À l'approche des élections prévues le 13 décembre 2026, trois organisations politiques – Rasin kan pèp la, Alternative socialiste (Aso) et Effort et solidarité pour construire une alternative nationale populaire (Eskanp) – ont exprimé, dans une lettre ouverte du 19 août, leurs réserves quant à la rapidité du processus électoral.
Des exigences de sécurité non satisfaites
Les groupes soulignent que le Conseil électoral provisoire (CEP) a récemment convoqué, avec moins de vingt‑quatre heures de préavis, les responsables des partis agréés à une réunion sur l’attribution des numéros de campagne. Selon eux, cette initiative illustre une « précipitation systématique » qui persiste depuis le décret du 2 juin.

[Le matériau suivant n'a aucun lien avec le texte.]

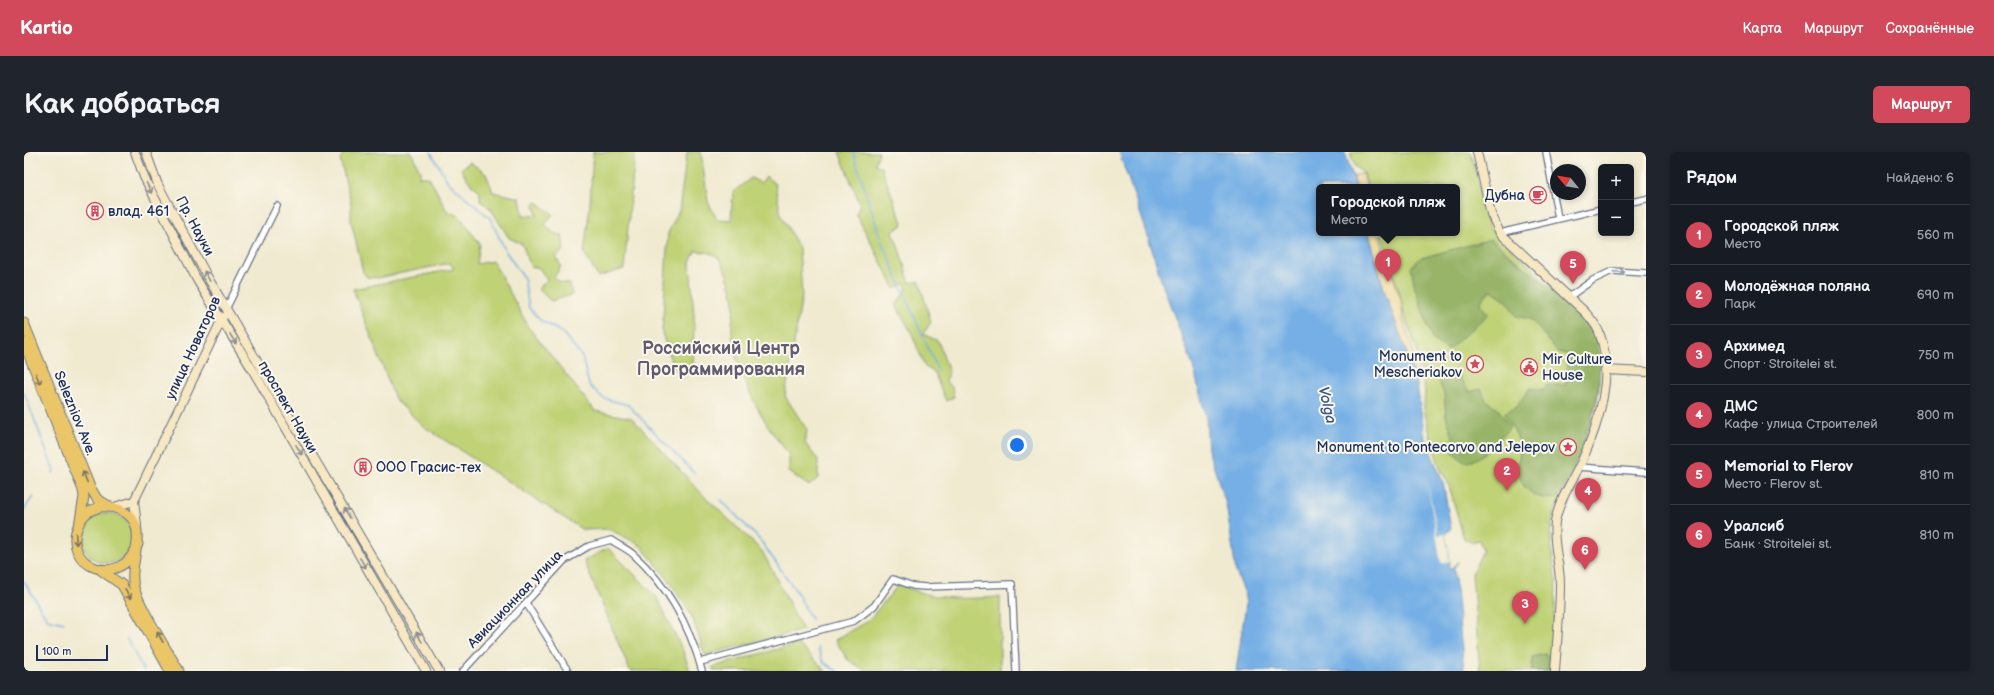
<!DOCTYPE html>
<html lang="ru">
<head>
<meta charset="utf-8">
<style>
  body { margin:0; font-family:"Balsamiq Sans",sans-serif; background:#20242c; color:#f1f3f6 }
  .controls { position:absolute; right:12px; top:12px; display:grid; overflow:hidden; border-radius:6px; box-shadow:0 2px 6px #0003 }
  .controls button { width:36px; height:36px; display:grid; place-items:center; padding:0; border:0; border-bottom:1px solid #363941; background:#171b24; color:#f1f3f6; font:20px sans-serif }
  .compass { position:absolute; left:1526px; top:12px; width:36px; height:36px; border-radius:50%; background:#171b24; box-shadow:0 2px 6px #0003; rotate:300deg }
  .scale { position:absolute; left:12px; bottom:10px; width:72px; box-sizing:border-box; padding-left:4px; border:2px solid #1b2f5e; border-top:0; font-size:11px; line-height:14px; white-space:nowrap; color:#1b2f5e; -webkit-text-stroke:3px #fbf7ec; paint-order:stroke }
  .you { position:absolute; left:993px; top:293px; width:14px; height:14px; margin:-10px; border:3px solid #fff; border-radius:50%; background:#1a73e8; box-shadow:0 0 0 6px #1a73e833 }
  .badge { display:grid; place-items:center; width:26px; height:26px; border-radius:50%; background:#d1495b; color:#fff; font-size:13px; font-weight:700 }
  .pin { position:absolute; translate:-50% -33px; filter:drop-shadow(0 1px 2px #0008) }
  .pin::after { content:''; position:absolute; top:21px; width:14px; height:12px; background:inherit; clip-path:polygon(0 0,100% 0,50% 100%) }
  .popup { position:absolute; left:1292px; top:32px; width:144px; height:52px; box-sizing:border-box; display:grid; place-content:center; border-radius:6px; background:#171b24; filter:drop-shadow(0 1px 3px #0005); font-size:13px; white-space:nowrap; color:#9ea1a6 }
  .popup b { font-size:15px; color:#f1f3f6 }
  .popup::after { content:''; position:absolute; left:50%; top:100%; margin-left:-8px; border:8px solid transparent; border-top-color:#171b24 }
  .list { margin:0; padding:0; list-style:none }
  h2 { display:flex; justify-content:space-between; align-items:center; height:52px; margin:0; padding:0 16px; font-size:17px }
  h2 small { font-size:13px; font-weight:400; color:#9ea1a6 }
  .list li { display:grid; grid-template-columns:26px 1fr auto; gap:12px; align-items:center; box-sizing:border-box; height:60px; padding:0 16px; border-top:1px solid #363941 }
  .list b { display:block; font-size:15px; white-space:nowrap }
  .list p { margin:0; font-size:13px; white-space:nowrap; color:#9ea1a6 }
  .list em { font-size:13px; font-style:normal; color:#9ea1a6 }
  .map { position:relative; flex:none; width:1622px; height:519px; overflow:hidden; border-radius:6px }
  header { display:flex; align-items:center; gap:24px; box-sizing:border-box; height:56px; padding:0 20px; background:#d1495b; color:#fff }
  header strong { font-size:19px }
  nav { display:flex; gap:22px; margin-inline-start:auto; font-size:14px }
  .intro { display:flex; align-items:center; justify-content:space-between; box-sizing:border-box; height:96px; padding:0 24px }
  h1 { margin:0; font-size:28px }
  .button { padding:10px 18px; border-radius:6px; background:#d1495b; color:#fff; font-size:14px; font-weight:700 }
  main { display:flex; gap:24px; padding:0 24px }
  aside { flex:1; background:#171b24; border-radius:6px; box-shadow:0 2px 6px #0003 }
  .map>svg:first-child { display:block }
  .green { fill:#bfd276; stroke:#6d806a }
  .forest { fill:#97b467; stroke:#597262 }
  .sand { fill:#eeda9e; stroke:#84847e }
  .water { fill:#74afe5; stroke:#486fa2 }
  .pier { fill:#f0ead0 }
  .lines { fill:none; stroke-linecap:round; stroke-linejoin:round }
  .stream { stroke:#74afe5; stroke-width:1.5 }
  .street-casing { stroke:#667086; stroke-width:8 }
  .secondary-casing { stroke:#667086; stroke-width:10 }
  .primary-casing { stroke:#667086; stroke-width:11 }
  .street { stroke:#fff; stroke-width:5.5 }
  .secondary { stroke:#f7e8c3; stroke-width:8 }
  .primary { stroke:#ebc669; stroke-width:9 }
  .oneway { stroke:#898c90 }
  .oneway2 { stroke:#8d97ae }
  .oneway3 { stroke:#797363 }
  .labels { text-anchor:middle; dominant-baseline:central; stroke-width:4; stroke-linejoin:round; paint-order:stroke }
  .poi-label { font-size:14px; fill:#1b2f5e; stroke:#fbf7ec; text-anchor:end }
  .street-label { font-size:14px; fill:#1b2f5e; stroke:#fbf7ec }
  .water-label { font-size:15px; font-style:italic; fill:#365586; stroke:#fbf7ec }
  .district-label { font-size:18px; font-weight:bold; fill:#615c71; stroke:#fbf7ec }
</style>
</head>
<body>
<header>
<strong>Kartio</strong>
<nav><a>Карта</a><a>Маршрут</a><a>Сохранённые</a></nav>
</header>
<div class="intro"><h1>Как добраться</h1><a class="button">Маршрут</a></div>
<main>
<div class="map">
<svg width="1622" height="519" viewBox="0 0 1622 519">
  <rect width="100%" height="100%" fill="#fbf7ec"/>
  <filter id="ink" filterUnits="userSpaceOnUse"><feTurbulence type="fractalNoise" baseFrequency=".025" numOctaves="2"/><feDisplacementMap in="SourceGraphic" scale="8" xChannelSelector="R" yChannelSelector="G"/><feConvolveMatrix kernelMatrix="1 2 1 2 8 2 1 2 1" color-interpolation-filters="sRGB"/></filter>
  <filter id="wash" filterUnits="userSpaceOnUse"><feTurbulence type="fractalNoise" baseFrequency=".012" numOctaves="4" result="noise"/><feDisplacementMap in="SourceGraphic" scale="16" xChannelSelector="R" yChannelSelector="G"/><feGaussianBlur stdDeviation="0.9" result="paint"/><feColorMatrix in="noise" values="0 0 0 0 0 0 0 0 0 0 0 0 0 0 0 0 0 1.4 0 .05"/><feComposite in="paint" operator="in"/></filter>
  <g filter="url(#wash)">
    <rect width="100%" height="100%" fill="#f0ead0"/>
    <path class="green" d="M327,0H387L396,19L395,25H405L423,59L435,64L456,92L453,112L469,109L505,176L571,259L608,266L681,345L738,399L779,478L681,503L668,465L644,427L616,393L585,377L559,378L399,274L371,247L329,137L430,117L426,111L354,126L343,125L339,120L327,69V51L316,7L319,2Z
      M569,0H611L600,117L574,125L560,101L566,52Z
      M663,0H677L684,50L693,67L707,68L709,40L727,26L737,31L742,24L751,32L757,63L775,96L778,144L761,244L783,278L781,291L794,308V326L785,334L765,320V302C739,273 712,221 708,182C707,172 710,161 710,151C710,143 702,118 697,110C692,100 681,100 671,99L666,111L670,163L669,219L659,225L649,215L638,181L644,81L655,59Z
      M815,0H855L851,12L857,15L879,73L869,79L886,131L895,129L907,170L899,182L914,189L925,220L921,229L928,235L930,245L922,249L910,220L901,215L888,182L872,153L883,136L880,131L871,137L832,62L836,52Z
      M1326,0H1447L1465,75L1565,171L1573,190L1575,236L1573,250L1555,305L1530,361L1526,382L1532,431L1528,519H1456L1448,422L1459,398L1455,388L1447,390L1440,387L1424,330L1416,316L1408,291L1400,256L1401,238L1393,198L1380,163L1376,143L1357,81H1433V35H1344L1340,21L1331,15Z
      M446,10L462,22L469,40L496,46L499,63L513,64L510,52L513,50L529,62L521,73L530,81L538,83L540,98L532,105L537,114L530,126L538,131L546,132L548,143L527,149L514,137L523,128L516,117L507,115L498,92L485,86L467,57L456,48V39L446,31L437,17Z
      M58 386a25 25 0 1 1 50 0a25 25 0 1 1-50 0Z
      M584,396L632,444L659,499L666,519H606L560,409Z
      M875,432C909,449 940,447 976,445V519H842L824,508L811,488L845,468Z
      M772,492L776,493L802,519H690L689,515Z"/>
    <path class="forest" d="M1467,87C1487,104 1507,121 1528,137C1542,149 1560,161 1569,177C1583,202 1573,252 1564,278C1556,301 1549,328 1533,346C1512,350 1494,336 1494,314C1494,308 1496,303 1496,298C1495,284 1487,273 1480,261L1492,255L1506,236L1520,238L1523,233H1542L1543,202L1533,200L1513,174L1505,167L1492,164L1483,149L1468,138L1460,144L1456,152L1464,162L1424,198L1408,187L1391,136L1387,115L1397,106Z
      M1411,220H1433L1445,240L1457,237L1462,248L1474,257L1486,275C1475,287 1456,311 1440,310L1429,300V285L1422,264L1420,242Z
      M1520,502L1529,506L1528,519H1508V505Z"/>
    <path class="sand" d="M1339,21L1342,35H1332L1330,24Z
      M1345,81H1355L1359,96V102L1368,122L1377,148L1379,167L1394,215L1392,227L1360,138Z"/>
    <path class="water" d="M1095,0H1321L1332,35H1295V81H1345L1360,138L1392,227L1401,287L1419,330L1427,377L1421,382L1426,409L1425,418L1434,410L1430,416L1440,519H1212L1222,452L1220,439L1212,420L1202,352L1184,298L1182,266L1169,214L1139,134L1122,78Z"/>
    <path class="pier" d="M1402,324L1414,383L1421,382L1426,409L1417,411Z"/>
    <g class="lines">
      <path class="stream" d="M407,0L424,30L466,66L482,100L500,126L505,156L516,168L539,181L558,205L565,233L579,246L604,253L670,321
        M829,0L857,88L914,219
        M0,240L30,319L29,321
        M697,348L736,388L774,442L787,467
        M0,358L10,343
        M0,429L23,467L40,471
        M103,487L120,519
        M794,496L799,510L813,519"/>
    </g>
  </g>
  <g filter="url(#ink)">
    <g class="lines">
      <g class="street-casing">
        <path id="street" d="M1522,0L1534,66
          M1607,50L1622,47
          M1476,81L1577,57
          M1545,145L1569,128L1588,119L1622,121
          M202,157L253,54
          M1555,315L1622,320
          M502,451L544,519
          M676,510L830,469L850,454L869,427L889,434L901,435L988,432L992,519
          M439,519L540,409L565,394L587,388C594,393 604,397 610,403C644,434 666,475 678,519"/>
      </g>
      <g class="secondary-casing">
        <path id="secondary" d="M111,0L120,25L173,128L228,217L402,519
          M122,0L134,33L183,124L415,519
          M1453,0L1467,62L1476,81L1561,160C1566,166 1572,172 1575,180C1591,220 1575,272 1558,309C1548,330 1535,348 1531,370C1528,391 1536,411 1536,431C1536,460 1533,490 1531,519
          M1581,218L1622,220
          M90,355L110,349
          M113,373L110,349L199,165"/>
      </g>
      <g class="primary-casing">
        <path id="primary" d="M0,171L66,335L73,347L85,354
          M0,191L59,338L60,345L56,368
          M114,392C96,440 37,413 54,374C57,365 64,359 73,356C81,353 89,355 97,358C130,374 101,412 111,439C122,466 140,493 155,519
          M78,419L98,433L146,519"/>
      </g>
      <use href="#street" class="street"/>
      <use href="#secondary" class="secondary"/>
      <use href="#primary" class="primary"/>
    </g>
    <defs><path id="oneway-shaft" d="M-6 0H5M1.5-3L5.5 0L1.5 3" fill="none" stroke-width="1.6" stroke-linecap="round" stroke-linejoin="round"/></defs>
    <g class="oneway">
      <use href="#oneway-shaft" transform="translate(125 36) rotate(64)"/>
      <use href="#oneway-shaft" transform="translate(183 124) rotate(-119)"/>
      <use href="#oneway-shaft" transform="translate(209 187) rotate(58)"/>
      <use href="#oneway-shaft" transform="translate(275 298) rotate(60)"/>
      <use href="#oneway-shaft" transform="translate(323 361) rotate(-120)"/>
      <use href="#oneway-shaft" transform="translate(339 411) rotate(60)"/>
      <use href="#oneway-shaft" transform="translate(395 485) rotate(-120)"/>
    </g>
    <use class="oneway2" href="#oneway-shaft" transform="translate(1595 120) rotate(2)"/>
    <g class="oneway3">
      <use href="#oneway-shaft" transform="translate(14 227) rotate(68)"/>
      <use href="#oneway-shaft" transform="translate(61 325) rotate(-112)"/>
      <use href="#oneway-shaft" transform="translate(52 387) rotate(87)"/>
      <use href="#oneway-shaft" transform="translate(104 442) rotate(61)"/>
      <use href="#oneway-shaft" transform="translate(136 485) rotate(-119)"/>
    </g>
  </g>
  <defs>
    <g id="cafe-ring" transform="scale(0.9)"><circle r="9.5" fill="#fbf7ec" stroke="#d1495b" stroke-width="1.5"/><path d="M-5.5-4.5H6V0H3Q3 3.5 0 3.5H-2.5Q-5.5 3.5-5.5 0ZM3-3.2v2h1.7v-2ZM-6 4.5H4V6H-6Z" fill="#d1495b"/></g>
    <g id="building-ring" transform="scale(0.9)"><circle r="9.5" fill="#fbf7ec" stroke="#d1495b" stroke-width="1.5"/><path d="M-4-6H4V6H1V3H-1V6H-4ZM-2.5-4.3h1.7v1.8h-1.7ZM.8-4.3h1.7v1.8H.8ZM-2.5-1h1.7V.8h-1.7ZM.8-1h1.7V.8H.8Z" fill="#d1495b"/></g>
    <g id="sight-ring" transform="scale(0.9)"><circle r="9.5" fill="#fbf7ec" stroke="#d1495b" stroke-width="1.5"/><path d="M0-6L1.8-2.2L6-1.7L2.9 1.2L3.7 5.4L0 3.3L-3.7 5.4L-2.9 1.2L-6-1.7L-1.8-2.2Z" fill="#d1495b"/></g>
    <g id="civic-ring" transform="scale(0.9)"><circle r="9.5" fill="#fbf7ec" stroke="#d1495b" stroke-width="1.5"/><path d="M-.6-6.5H3V-4.5H.6V-3L4-1V1h2V6H-6V1h2V-1L-.6-3ZM-1.2 2.5V6h2.4V2.5Z" fill="#d1495b"/></g>
  </defs>
  <g fill-rule="evenodd">
    <use href="#cafe-ring" x="1514" y="43"/>
    <use href="#building-ring" x="71" y="59"/>
    <use href="#sight-ring" x="1451" y="212"/>
    <use href="#civic-ring" x="1505" y="215"/>
    <use href="#sight-ring" x="1544" y="295"/>
    <use href="#building-ring" x="339" y="315"/>
  </g>
  <g class="labels">
    <g class="poi-label">
      <text x="1501" y="43">Дубна</text>
      <text x="84" y="59" text-anchor="start">влад. 461</text>
      <text x="1438" y="204">Monument to<tspan x="1438" dy="16">Mescheriakov</tspan></text>
      <text x="1518" y="207" text-anchor="start">Mir Culture<tspan x="1518" dy="16">House</tspan></text>
      <text x="1531" y="295">Monument to Pontecorvo and Jelepov</text>
      <text x="352" y="315" text-anchor="start">ООО Грасис-тех</text>
    </g>
    <g class="street-label">
      <text transform="translate(171 74) rotate(62)">Пр. Науки</text>
      <text transform="translate(169 196) rotate(-65)">улица Новаторов</text>
      <text transform="translate(264 255) rotate(60)">проспект Науки</text>
      <text transform="translate(51 261) rotate(68)">Selezniov Ave.</text>
      <text transform="translate(491 447) rotate(-46)">Авиационная улица</text>
    </g>
    <g class="water-label">
      <text transform="translate(1303 253) rotate(77)">Volga</text>
    </g>
    <g class="district-label">
      <text x="697" y="196">Российский Центр<tspan x="697" dy="21">Программирования</tspan></text>
    </g>
  </g>
</svg>
<div class="controls">
<button>+</button>
<button>−</button>
</div>
<svg class="compass" viewBox="-18 -18 36 36"><path d="M0-13l5 13h-10z" fill="#e53935"/><path d="M0 13l5-13h-10z" fill="#9ea1a6"/></svg>
<div class="scale">100 m</div>
<div class="you"></div>
<div class="pin badge" style="left:1364px;top:130px">1</div>
<div class="popup"><b>Городской пляж</b>Место</div>
<div class="pin badge" style="left:1483px;top:339px">2</div>
<div class="pin badge" style="left:1501px;top:472px">3</div>
<div class="pin badge" style="left:1564px;top:359px">4</div>
<div class="pin badge" style="left:1549px;top:132px">5</div>
<div class="pin badge" style="left:1561px;top:418px">6</div>
</div>
<aside>
<h2>Рядом<small>Найдено: 6</small></h2>
<ul class="list">
<li><span class="badge">1</span><div><b>Городской пляж</b><p>Место</p></div><em>560 m</em></li>
<li><span class="badge">2</span><div><b>Молодёжная поляна</b><p>Парк</p></div><em>690 m</em></li>
<li><span class="badge">3</span><div><b>Архимед</b><p>Спорт · Stroitelei st.</p></div><em>750 m</em></li>
<li><span class="badge">4</span><div><b>ДМС</b><p>Кафе · улица Строителей</p></div><em>800 m</em></li>
<li><span class="badge">5</span><div><b>Memorial to Flerov</b><p>Место · Flerov st.</p></div><em>810 m</em></li>
<li><span class="badge">6</span><div><b>Уралсиб</b><p>Банк · Stroitelei st.</p></div><em>810 m</em></li>
</ul>
</aside>
</main>
</body>
</html>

Le CEP avait déjà reconnu, dans un communiqué du 27 juillet, que la reconquête des territoires contrôlés par les gangs armés était indispensable au respect du calendrier électoral. Or, les organisations constatent que de nombreuses zones, notamment celles à forte densité électorale, restent sous l’emprise de groupes armés, et que de nouveaux espaces tombent chaque jour sous leur contrôle.
Face à ce constat, Rasin kan pèp la, Aso et Eskanp avertissent que poursuivre les préparatifs sans amélioration substantielle de la sécurité pourrait éroder davantage la confiance du peuple haïtien dans le processus démocratique.
Appel à un scrutin crédible
Les trois formations ne s’opposent pas à la tenue d’élections, mais insistent sur la nécessité d’un scrutin garantissant intégrité, transparence, impartialité et protection des électeurs. Elles dénoncent également l’idée, selon elles, du CEP et du gouvernement de facto d’introduire une consultation populaire sur une éventuelle révision constitutionnelle, jugeant que cela risquerait d’accentuer la méfiance populaire.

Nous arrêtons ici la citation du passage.